====== Data records ======
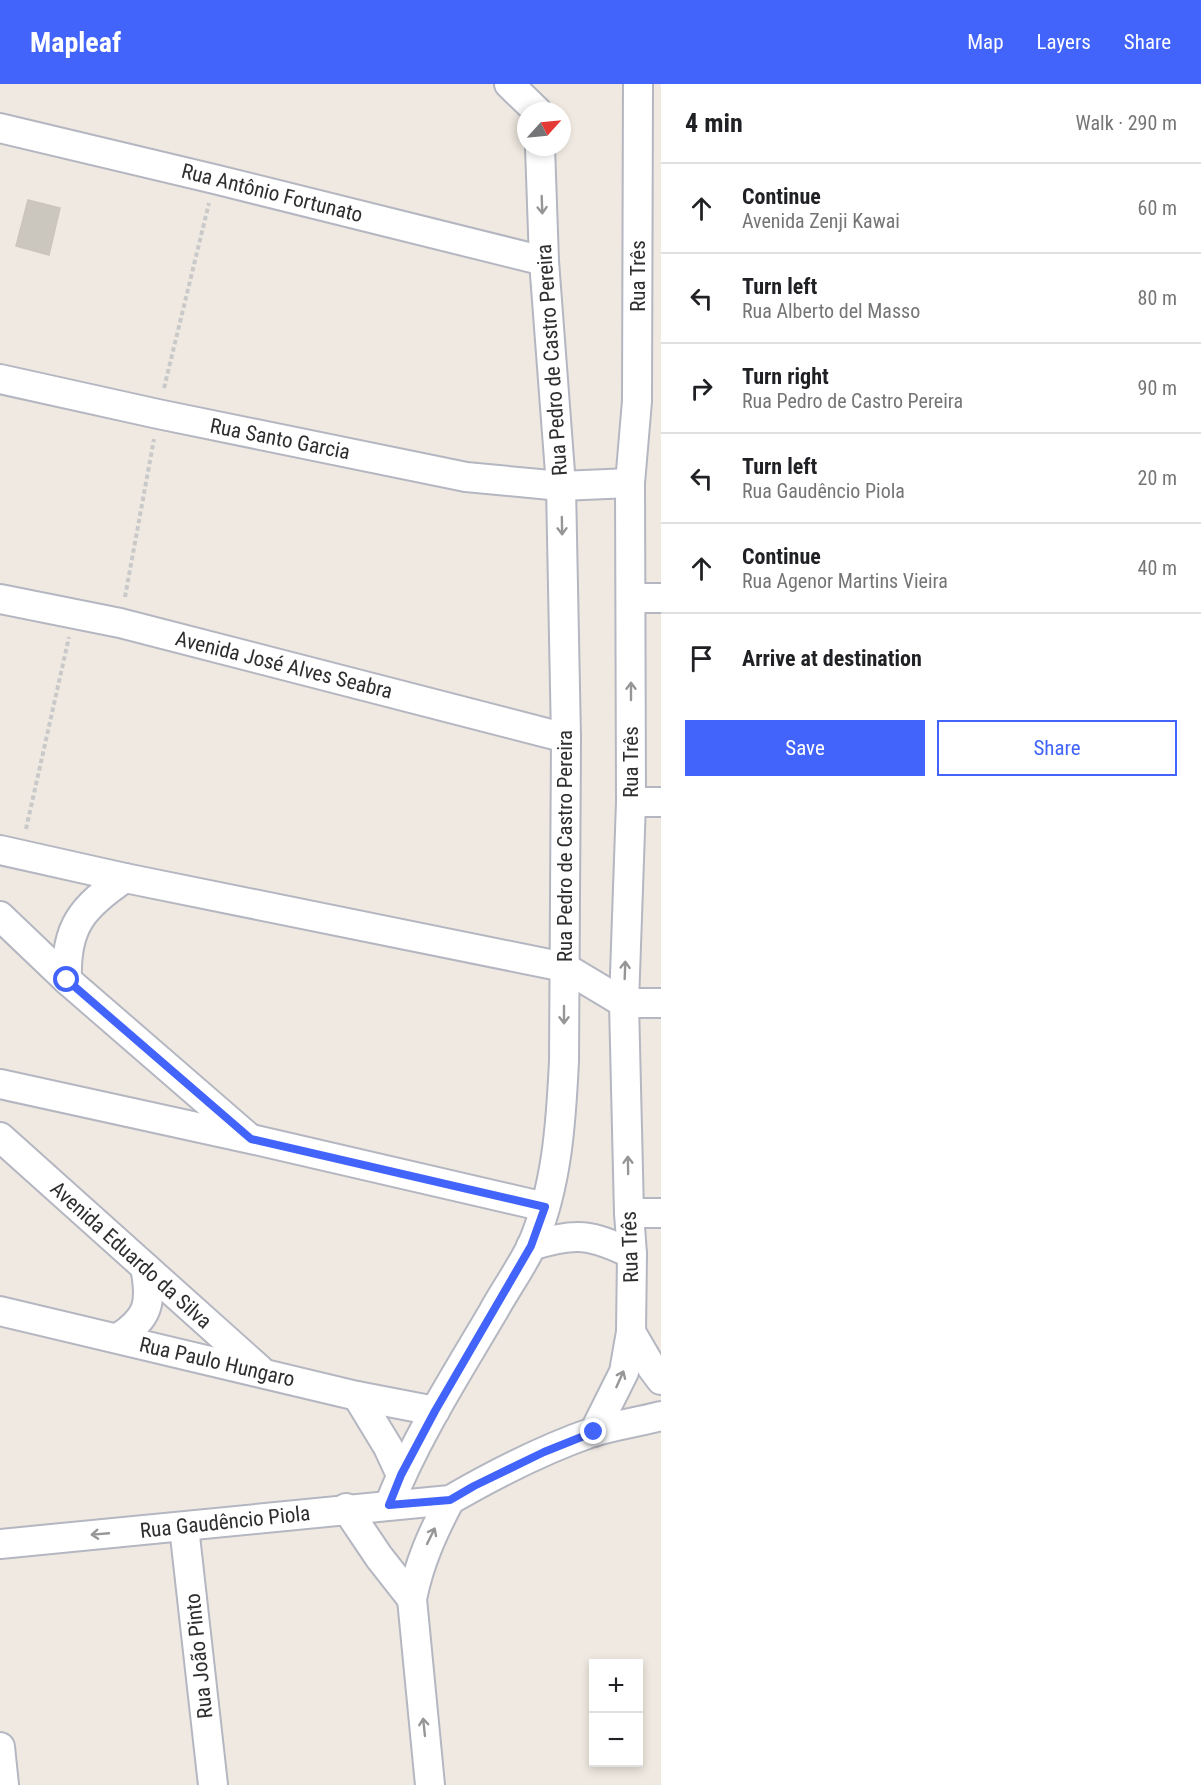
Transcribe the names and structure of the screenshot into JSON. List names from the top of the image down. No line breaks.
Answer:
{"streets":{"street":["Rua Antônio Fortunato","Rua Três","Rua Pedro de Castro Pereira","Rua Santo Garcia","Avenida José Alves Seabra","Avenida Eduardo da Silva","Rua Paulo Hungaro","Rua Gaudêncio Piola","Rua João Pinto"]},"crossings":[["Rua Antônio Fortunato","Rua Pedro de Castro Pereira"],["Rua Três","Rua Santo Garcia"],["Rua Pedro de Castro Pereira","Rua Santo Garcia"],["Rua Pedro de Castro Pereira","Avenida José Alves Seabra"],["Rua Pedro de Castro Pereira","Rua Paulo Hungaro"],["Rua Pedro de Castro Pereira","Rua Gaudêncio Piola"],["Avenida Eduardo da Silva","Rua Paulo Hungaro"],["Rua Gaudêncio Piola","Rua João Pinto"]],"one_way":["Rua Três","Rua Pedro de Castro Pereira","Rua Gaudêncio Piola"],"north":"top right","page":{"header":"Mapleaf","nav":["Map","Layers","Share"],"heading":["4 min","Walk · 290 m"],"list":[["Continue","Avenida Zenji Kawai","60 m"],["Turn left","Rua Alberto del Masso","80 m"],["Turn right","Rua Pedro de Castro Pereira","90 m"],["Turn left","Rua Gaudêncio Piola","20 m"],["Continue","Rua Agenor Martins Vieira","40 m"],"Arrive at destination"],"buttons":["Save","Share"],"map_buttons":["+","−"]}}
======
====== Data records ======
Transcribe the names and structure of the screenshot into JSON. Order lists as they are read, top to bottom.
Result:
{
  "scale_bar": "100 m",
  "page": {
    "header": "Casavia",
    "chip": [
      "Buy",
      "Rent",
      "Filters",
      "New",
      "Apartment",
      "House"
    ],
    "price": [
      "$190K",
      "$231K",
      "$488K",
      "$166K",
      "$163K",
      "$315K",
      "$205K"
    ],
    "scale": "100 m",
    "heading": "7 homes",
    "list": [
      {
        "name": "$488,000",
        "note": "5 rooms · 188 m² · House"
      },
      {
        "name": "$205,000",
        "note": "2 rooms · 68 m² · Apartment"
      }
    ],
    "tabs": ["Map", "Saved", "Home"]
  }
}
======
Exercise
I need each line of the entries that holds the string "JSON" located and copied.

Output below
Transcribe the names and structure of the screenshot into JSON. List names from the top of the image down. No line breaks.
Transcribe the names and structure of the screenshot into JSON. Order lists as they are read, top to bottom.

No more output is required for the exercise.